With its pink plumage, red eyes, and large spoon-shaped bill, the Roseate Spoonbill is one of Florida’s most enchanting birds. Although not common, They can usually be seen along the coastlines of central and southern Florida.  During the summer months, they can also be seen in the northern parts of the Florida peninsula and the Panhandle.

Adult birds, two years and older, have a bald greenish head, a black nape band, scarlet wing coverts, and a pale grayish bill with dark ridges near the base.  Younger birds are pale pink, lack the scarlet coverts and black nape band, have a white feathered head, and a smooth bill.

Spoonbills feed in shallow water, sweeping their open bills from side to side to sift up food like small fish, shrimp, mollusks, snails, and insects. There are touch receptors in the bill that aid the birds in feeling their prey.  They may be with other wading birds.

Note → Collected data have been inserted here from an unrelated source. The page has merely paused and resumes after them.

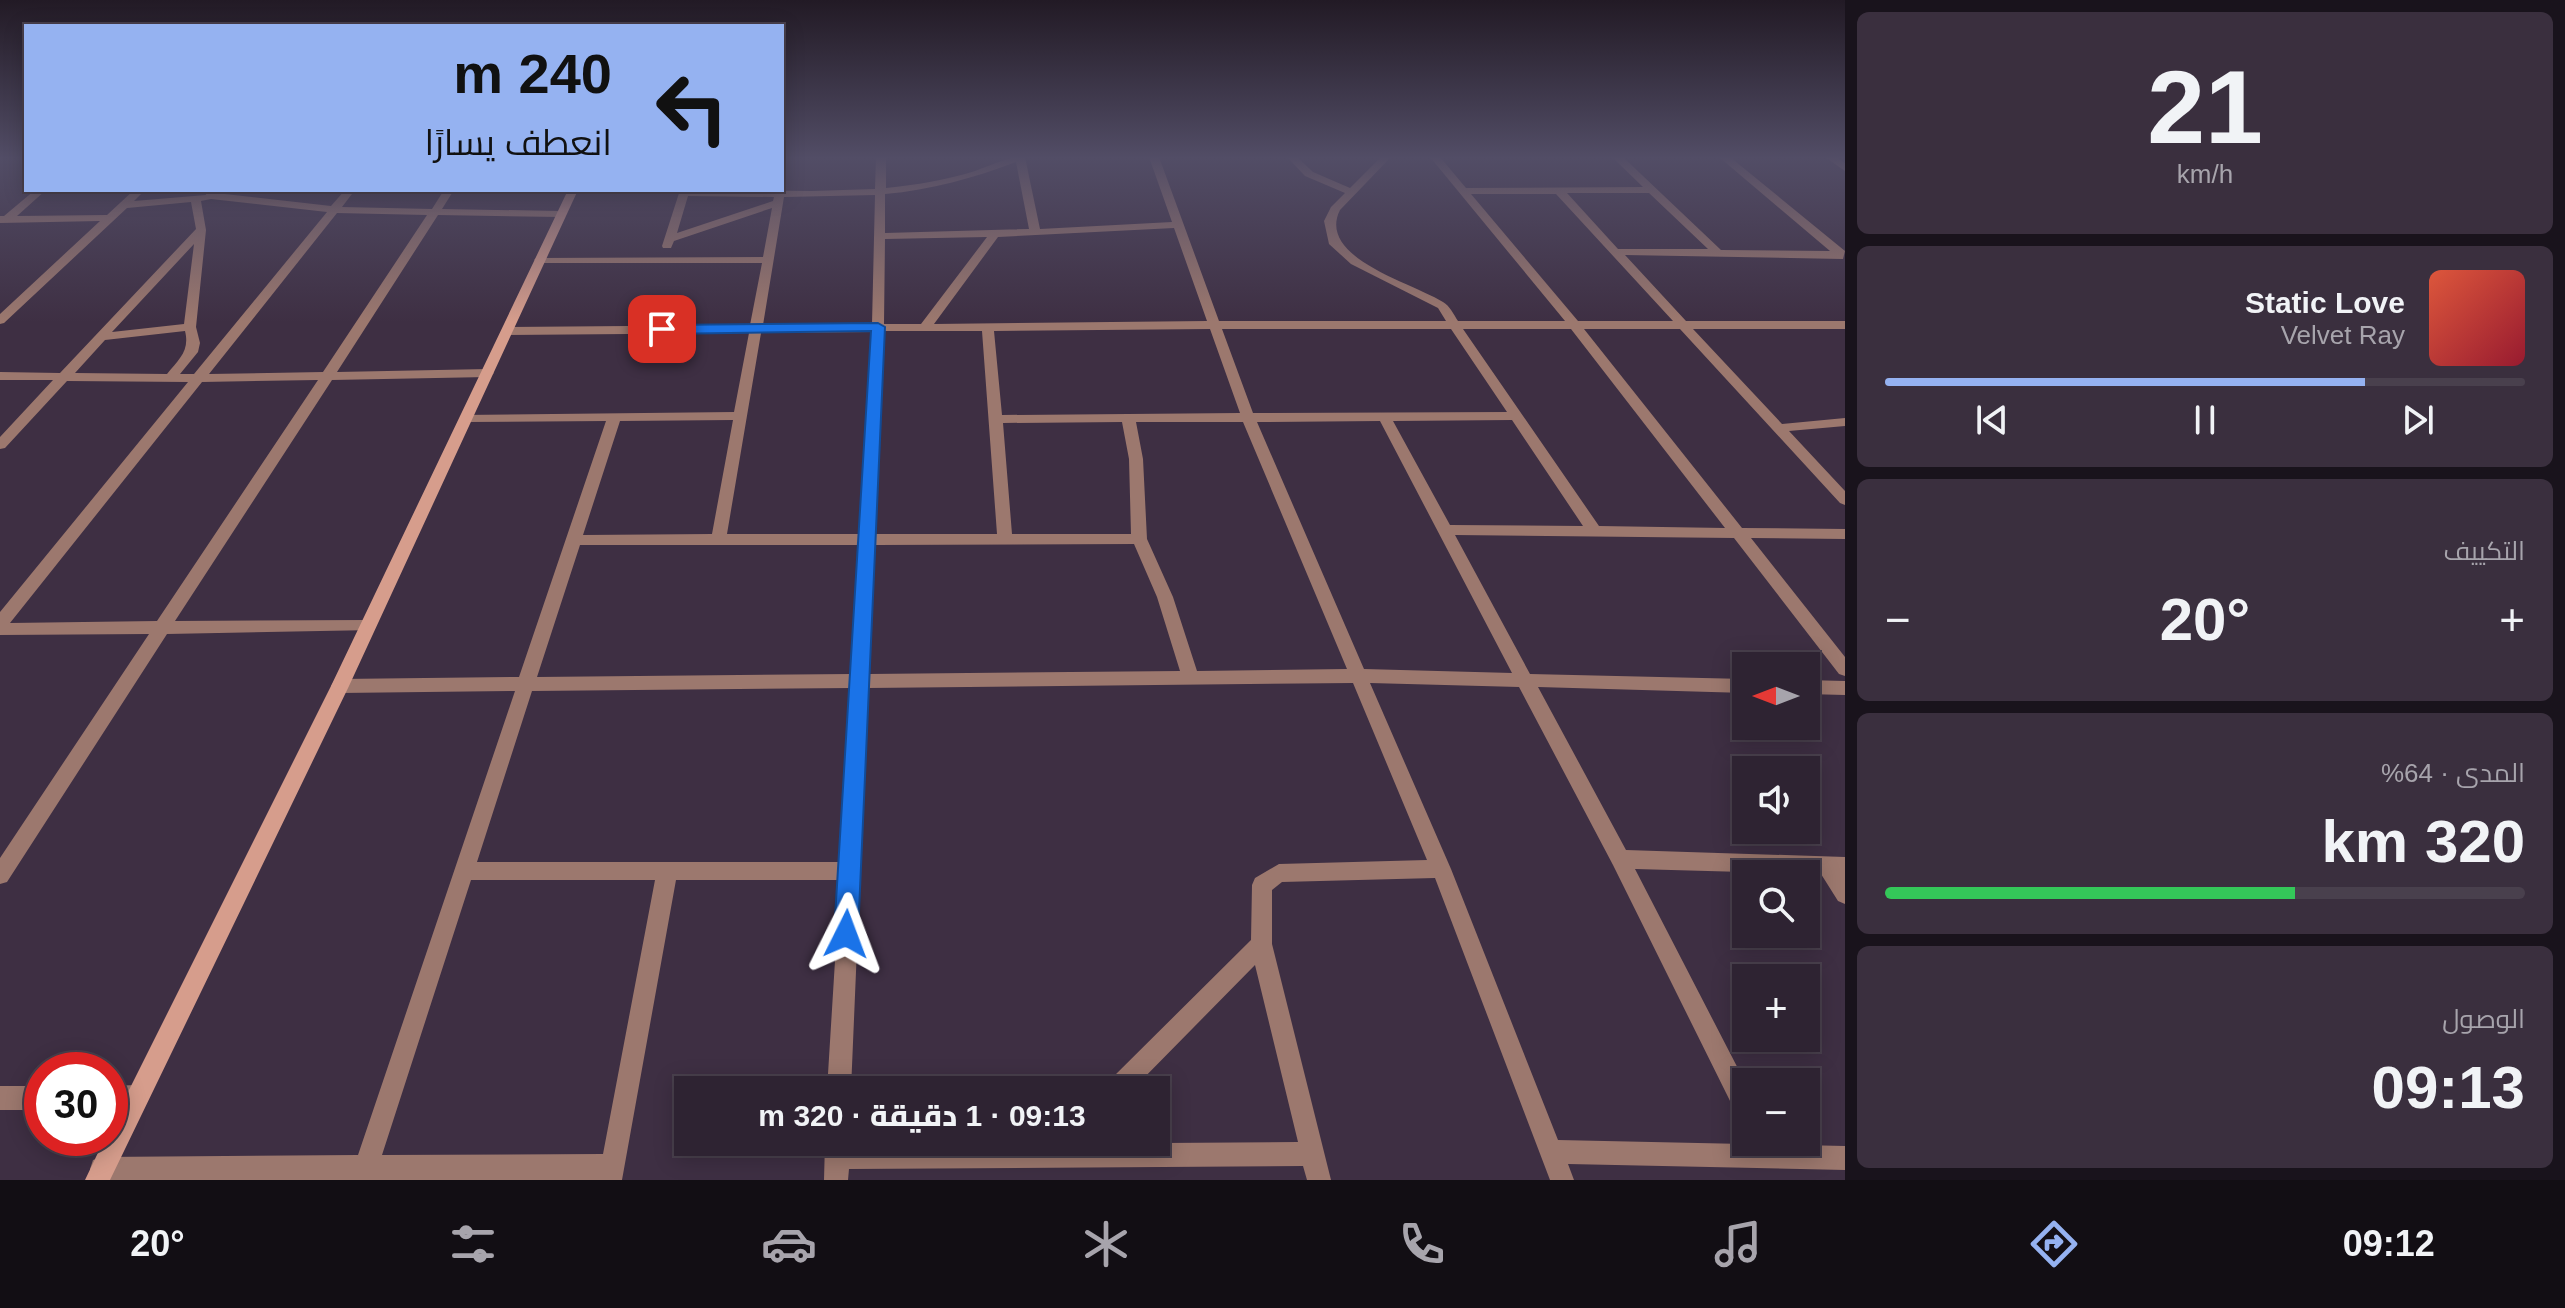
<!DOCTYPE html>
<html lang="ar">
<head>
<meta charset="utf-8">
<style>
  :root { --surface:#2e2332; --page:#3a2f3e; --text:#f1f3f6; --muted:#a7a4ac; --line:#49404d; --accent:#95b2f1 }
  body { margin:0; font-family:Helvetica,Cairo,sans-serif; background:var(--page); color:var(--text); direction:rtl; height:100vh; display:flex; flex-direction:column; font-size:30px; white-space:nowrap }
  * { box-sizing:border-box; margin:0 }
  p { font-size:26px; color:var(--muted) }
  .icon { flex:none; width:44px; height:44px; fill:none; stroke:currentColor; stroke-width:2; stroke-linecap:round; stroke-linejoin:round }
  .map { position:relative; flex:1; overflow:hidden; direction:ltr }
  .details { display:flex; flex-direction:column; gap:12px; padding:12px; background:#19131c; width:720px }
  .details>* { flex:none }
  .banner { position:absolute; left:24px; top:24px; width:760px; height:168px; border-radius:0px; box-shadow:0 4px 20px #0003,0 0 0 2px var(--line); direction:rtl; background:#95b2f1; color:#111; overflow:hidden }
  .needle { width:52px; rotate:270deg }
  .buttons { position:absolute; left:1732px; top:652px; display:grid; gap:16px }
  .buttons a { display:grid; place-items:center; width:88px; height:88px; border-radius:0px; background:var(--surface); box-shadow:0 4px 20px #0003,0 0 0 2px var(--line); font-size:40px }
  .speed { position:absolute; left:24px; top:1052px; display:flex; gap:16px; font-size:40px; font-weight:700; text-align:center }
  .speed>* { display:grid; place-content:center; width:104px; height:104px; border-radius:50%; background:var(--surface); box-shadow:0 4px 20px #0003,0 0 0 2px var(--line); line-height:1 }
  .speed .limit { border:12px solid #d22; background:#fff; color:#111 }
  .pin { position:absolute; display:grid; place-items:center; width:68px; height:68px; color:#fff; margin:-34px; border-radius:16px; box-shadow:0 4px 12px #0006 }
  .me { position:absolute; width:88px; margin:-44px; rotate:3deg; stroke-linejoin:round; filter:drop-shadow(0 0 6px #0008) }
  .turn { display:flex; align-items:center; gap:28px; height:168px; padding:0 40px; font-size:36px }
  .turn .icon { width:104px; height:104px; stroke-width:2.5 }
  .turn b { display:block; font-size:56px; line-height:68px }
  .big { font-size:60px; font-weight:800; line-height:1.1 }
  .details .tile { flex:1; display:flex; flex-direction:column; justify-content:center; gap:12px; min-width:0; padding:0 28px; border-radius:12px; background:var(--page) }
  .details .dial { align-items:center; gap:0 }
  .dial b { font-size:104px; line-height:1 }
  .song { display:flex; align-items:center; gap:24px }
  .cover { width:96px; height:96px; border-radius:12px; background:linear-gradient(135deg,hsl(10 70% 55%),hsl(350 70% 35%)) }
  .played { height:8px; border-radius:4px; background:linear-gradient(90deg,var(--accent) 75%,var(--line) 75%) }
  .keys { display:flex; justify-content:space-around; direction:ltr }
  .heat { display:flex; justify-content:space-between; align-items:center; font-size:44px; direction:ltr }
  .charge { height:12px; border-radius:6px; background:linear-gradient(90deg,#34c759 64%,var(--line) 0) }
  .trip { position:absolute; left:674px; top:1076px; width:496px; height:80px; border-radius:0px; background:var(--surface); box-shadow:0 4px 20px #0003,0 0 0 2px var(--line); font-weight:800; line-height:80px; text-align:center; direction:rtl }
  .tab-bar { display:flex; height:128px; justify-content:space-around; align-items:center; background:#120e14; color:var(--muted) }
  .tab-bar .icon { width:56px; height:56px }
  .tab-bar .selected { color:var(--accent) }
  .tab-bar b { font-size:36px; color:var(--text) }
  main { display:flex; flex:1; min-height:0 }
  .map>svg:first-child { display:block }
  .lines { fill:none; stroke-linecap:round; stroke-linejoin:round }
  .street { fill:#9c786e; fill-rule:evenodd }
  .secondary { fill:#d69d8c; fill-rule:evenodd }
  .route { fill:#1a73e8; stroke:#114b97; stroke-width:2 }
</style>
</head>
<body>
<main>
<section class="details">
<div class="tile dial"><b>21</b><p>km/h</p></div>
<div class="tile">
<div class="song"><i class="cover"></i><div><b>Static Love</b><p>Velvet Ray</p></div></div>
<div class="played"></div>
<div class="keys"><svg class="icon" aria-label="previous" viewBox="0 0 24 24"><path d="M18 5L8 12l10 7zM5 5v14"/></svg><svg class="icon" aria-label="pause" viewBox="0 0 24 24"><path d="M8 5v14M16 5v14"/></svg><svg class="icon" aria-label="next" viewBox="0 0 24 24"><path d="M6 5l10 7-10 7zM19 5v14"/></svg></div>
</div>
<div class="tile"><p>التكييف</p>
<div class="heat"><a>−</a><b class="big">20°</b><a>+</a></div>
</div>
<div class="tile"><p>المدى · 64%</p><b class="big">320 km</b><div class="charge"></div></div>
<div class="tile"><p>الوصول</p><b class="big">09:13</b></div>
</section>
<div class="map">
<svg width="1845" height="1180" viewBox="0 0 1845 1180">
  <rect width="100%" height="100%" fill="#3e2f43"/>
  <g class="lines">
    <path class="street" d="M876 157H886V188C916 185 946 180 975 171 993 165 1006 157 1025 157L1040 229 1172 222 1149 157H1159L1219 321H1446L1438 308 1351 264 1329 244 1324 221 1331 207 1345 193 1305 176 1287 157H1297L1313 172 1350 188 1381 157H1391L1340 210C1316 258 1413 283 1443 302 1450 306 1454 315 1458 321H1565L1430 157H1440L1466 188 1643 187 1612 157H1623L1721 250 1830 251 1719 157H1730L1845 251 1843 259 1625 255 1686 321H1845V329H1693L1782 424 1845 418V426L1789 431 1845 491V505L1840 503 1680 329H1584L1742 528 1845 529V539L1751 538 1845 657V676L1839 674 1734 538 1455 535 1530 674 1746 679V693L1538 687 1626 850 1845 857V904L1838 901 1821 874 1635 869 1746 1084V1121L1738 1117 1613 865 1519 687 1370 683 1451 869 1558 1140 1845 1146V1170L1568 1164 1574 1180H1550L1435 878 1282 882 1272 890V944L1331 1180H1307L1303 1166 849 1169 848 1180H824L825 1142H849V1145L1298 1142 1255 965 1132 1090H1104L1108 1082 1251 940 1252 885 1255 878 1279 864 1427 860 1353 683 868 688 851 1090H827L840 880H676L622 1180H99L93 1178 90 1169 93 1160 102 1157 358 1155 515 691 340 693 334 691 331 686 334 681 340 679 519 677 606 421 467 422 462 421V415L734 412 749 333 508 335 502 331 508 327 750 325 762 263H540L534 260 536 258 763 257 772 208 674 241 671 248H663L662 246 680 190 812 191 875 189ZM1016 162 1029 229 885 233V194C931 190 974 178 1016 162ZM1567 193H1649L1708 249H1618ZM1471 194H1556L1673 321H1578ZM875 195 872 324 763 325 784 197ZM688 196 774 197 773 201 677 233ZM1174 228 1207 321 934 324 998 237ZM987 237 921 324H884L885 239ZM1210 329 1240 413 1002 415 994 331ZM1222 329H1451L1507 412 1253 413ZM1463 329H1571L1725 528 1599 526ZM884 331H982L997 534H875ZM872 332 860 534H727L761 333ZM733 420 712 534 583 535 620 421ZM1512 420 1583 526 1450 525 1393 421ZM1380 421 1512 673 1364 669 1257 422ZM1122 422 1129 459 1131 534H1012L1003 423ZM1136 422H1243L1347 669 1197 671 1173 597 1147 539 1143 459ZM1134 544 1157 597 1180 671 869 674 875 545ZM580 545H859L852 674 537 677ZM851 688 841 862H477L532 691ZM471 880H655L603 1154 382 1155Z
      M1825 157H1836L1845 163V171Z
      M35 190H46L17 216 107 215 134 190H145L134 201 206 195 205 190H215L216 193 331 206 345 190H355L342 207 432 209 444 190H454L442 209 561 211 566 214 561 217 438 215 337 372 488 369 494 373 488 377 332 380 175 621 368 620 374 622 376 626 374 630 167 634 7 882 0 884V858L149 634 0 635V612L188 382 67 381 5 448 0 449V437L53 380H0V372L60 373 196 229 191 202 127 208 4 323 0 324V314L100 221 0 223V216H4ZM211 199 327 212 194 374H180L198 352 200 343 196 327 206 230 201 201ZM337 213 427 215 323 372 209 374ZM194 244 184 324 112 332ZM185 331C190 351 179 359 167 374L75 373 105 340ZM318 380 157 621 10 623 202 382Z
      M1806 680 1845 681V695L1806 694Z
      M136 1085 144 1089 148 1097 144 1105 136 1109 110 1110V1086Z
      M0 1086H42V1110H0Z"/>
    <path class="secondary" d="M568 190H578L349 686 110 1180H85L105 1138H110V1128L331 686Z"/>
  </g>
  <linearGradient id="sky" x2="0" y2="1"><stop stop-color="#221a25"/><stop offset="0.49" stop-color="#524d66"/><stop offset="1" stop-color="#524d66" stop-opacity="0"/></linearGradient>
  <rect width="1845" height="322" fill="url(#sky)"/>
  <path class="route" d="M878 323 885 327 858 934 855 942 846 945 838 942 834 934 871 331 662 334 655 329 662 325Z"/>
</svg>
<div class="buttons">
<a><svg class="needle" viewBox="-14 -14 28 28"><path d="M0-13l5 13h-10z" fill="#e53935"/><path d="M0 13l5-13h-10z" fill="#a7a4ac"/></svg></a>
<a><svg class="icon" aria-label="sound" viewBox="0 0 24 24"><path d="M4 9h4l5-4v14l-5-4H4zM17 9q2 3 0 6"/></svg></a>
<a><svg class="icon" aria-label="search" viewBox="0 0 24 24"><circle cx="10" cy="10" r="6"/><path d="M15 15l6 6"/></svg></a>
<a>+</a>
<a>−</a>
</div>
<div class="speed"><div class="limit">30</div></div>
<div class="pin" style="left:662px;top:329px;background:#d93025"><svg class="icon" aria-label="arrive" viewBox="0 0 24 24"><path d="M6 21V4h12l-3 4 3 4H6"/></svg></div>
<svg class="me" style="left:846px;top:934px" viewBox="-20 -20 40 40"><path d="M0-17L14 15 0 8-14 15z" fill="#1a73e8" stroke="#fff" stroke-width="4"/></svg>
<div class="trip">09:13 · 1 دقيقة · 320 m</div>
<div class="banner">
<div class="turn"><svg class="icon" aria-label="left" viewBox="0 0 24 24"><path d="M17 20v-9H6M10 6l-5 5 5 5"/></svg><div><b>240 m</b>انعطف يسارًا</div></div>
</div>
</div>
</main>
<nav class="tab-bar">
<b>09:12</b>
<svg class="icon selected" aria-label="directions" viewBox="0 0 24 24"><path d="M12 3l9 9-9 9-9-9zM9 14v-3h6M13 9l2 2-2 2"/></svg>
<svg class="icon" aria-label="music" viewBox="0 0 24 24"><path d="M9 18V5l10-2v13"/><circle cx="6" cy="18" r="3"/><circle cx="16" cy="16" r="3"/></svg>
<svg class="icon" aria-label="phone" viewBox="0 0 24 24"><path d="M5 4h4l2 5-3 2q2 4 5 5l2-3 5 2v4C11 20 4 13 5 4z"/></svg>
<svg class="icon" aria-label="climate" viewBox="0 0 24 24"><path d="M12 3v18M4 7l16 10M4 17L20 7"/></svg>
<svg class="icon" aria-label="car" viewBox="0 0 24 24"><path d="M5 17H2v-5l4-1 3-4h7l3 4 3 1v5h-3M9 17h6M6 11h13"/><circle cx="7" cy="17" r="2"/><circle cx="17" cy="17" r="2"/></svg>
<svg class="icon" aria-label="filters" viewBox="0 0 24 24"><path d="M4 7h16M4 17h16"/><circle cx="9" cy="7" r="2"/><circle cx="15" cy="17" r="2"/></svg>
<b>20°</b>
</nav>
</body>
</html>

The Spoonbill population was nearly eliminated in the late 1800s as water colonies were destroyed.  Re-colonization began in Texas and Florida in the early 20th century and they made a comeback.  It is still vulnerable to degradation of its feeding and nesting habitat and is currently listed Florida’s Species of Special Concern.

Images on this page were taken in the little Estero Lagoon in Fort Myers Beach, Circle B Bar Reserve, Myakka River State Park, pond in back of Walmart on Kings Highway in Port Charlotte, and an island rookery on the Peace River north of Punta Gorda.